* lowcolで特徴ベクトルを算出する

In [None]:
!pip install git+https://github.com/darecophoenixx/wordroid.sblo.jp

In [None]:
from feature_eng import lowcols

In [None]:
%matplotlib inline
from IPython.display import SVG, Image
from keras.utils.vis_utils import model_to_dot

import os.path
import sys
import re
import itertools
import csv
import datetime
import pickle
import random
from collections import defaultdict, Counter
import gc

import matplotlib.pyplot as plt
from matplotlib.ticker import NullFormatter
import seaborn as sns
import pandas as pd
import numpy as np
import scipy
import gensim
from sklearn.metrics import f1_score, classification_report, confusion_matrix, log_loss
from sklearn.model_selection import train_test_split
import gensim
from keras.preprocessing.sequence import skipgrams
import tensorflow as tf

In [None]:
def hexbin(x, y, color, **kwargs):
    cmap = sns.light_palette(color, as_cmap=True)
    plt.hexbin(x, y, cmap=cmap, **kwargs)
def scatter(x, y, color, **kwargs):
    plt.scatter(x, y, marker='.')

In [None]:
img_cnt = 0
def save_img():
    global img_cnt
    img_cnt += 1
    img_name = 'img_{0:03}.jpeg'.format(img_cnt)
    print(img_name)
    plt.savefig(img_name, pil_kwargs={'quality': 100})

# load sample data

In [None]:
X_df = pd.read_csv('../input/sample-data-wordanddoc2vec/sample011.csv', index_col=0)
X_df

In [None]:
plt.figure(figsize=(15, 15))
plt.imshow(X_df.values.T)
save_img()

# WordAndDoc2vec

In [None]:
wd2v = lowcols.WD2vec(X_df)
wd2v

In [None]:
# num_features = 2

# models = wd2v.make_model(num_features=num_features, seed=101, embeddings_val=0.2)
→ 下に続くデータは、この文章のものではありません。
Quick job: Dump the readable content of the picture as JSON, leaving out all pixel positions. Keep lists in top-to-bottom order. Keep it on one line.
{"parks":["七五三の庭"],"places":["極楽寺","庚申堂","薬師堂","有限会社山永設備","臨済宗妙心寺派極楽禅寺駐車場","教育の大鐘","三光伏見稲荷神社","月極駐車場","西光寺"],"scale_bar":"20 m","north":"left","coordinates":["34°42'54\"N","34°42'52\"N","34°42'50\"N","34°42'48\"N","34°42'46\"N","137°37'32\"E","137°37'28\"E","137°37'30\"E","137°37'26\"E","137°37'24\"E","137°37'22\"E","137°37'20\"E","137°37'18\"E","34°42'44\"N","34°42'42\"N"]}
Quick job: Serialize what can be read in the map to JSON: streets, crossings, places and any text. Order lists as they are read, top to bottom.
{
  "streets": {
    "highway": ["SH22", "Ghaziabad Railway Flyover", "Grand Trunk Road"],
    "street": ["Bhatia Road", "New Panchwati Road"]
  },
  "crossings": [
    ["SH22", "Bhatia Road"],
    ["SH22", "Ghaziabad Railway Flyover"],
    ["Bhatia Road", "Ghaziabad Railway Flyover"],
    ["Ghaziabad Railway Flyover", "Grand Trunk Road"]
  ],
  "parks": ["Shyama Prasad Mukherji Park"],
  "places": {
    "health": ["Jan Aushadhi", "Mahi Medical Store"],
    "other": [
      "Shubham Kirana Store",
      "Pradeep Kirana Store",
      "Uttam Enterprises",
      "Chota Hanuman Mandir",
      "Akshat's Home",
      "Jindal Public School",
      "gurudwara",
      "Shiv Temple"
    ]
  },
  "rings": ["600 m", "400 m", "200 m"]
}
# print('\n\n##################### model_gk1 >>>')
# models['model_gk1'].summary()
# print('\n\n##################### model_user >>>')
# models['model_user'].summary()
# print('\n\n##################### model >>>')
# model = models['model']
# model.summary()

In [None]:
num_features = 2

from sklearn import decomposition
pca = decomposition.PCA(n_components=num_features)
pca.fit(X_df)
rscore = pca.transform(X_df) / 5
print(rscore.shape)

#cscore = pca.components_.T / 3
cscore = np.zeros((0,num_features))
for icol in X_df:
    v = X_df[icol]
    tmp = rscore[v==1].mean(axis=0, keepdims=True)
    cscore = np.r_[cscore, tmp]
print(cscore.shape)

models = wd2v.make_model(num_features=num_features, rscore=rscore, cscore=cscore)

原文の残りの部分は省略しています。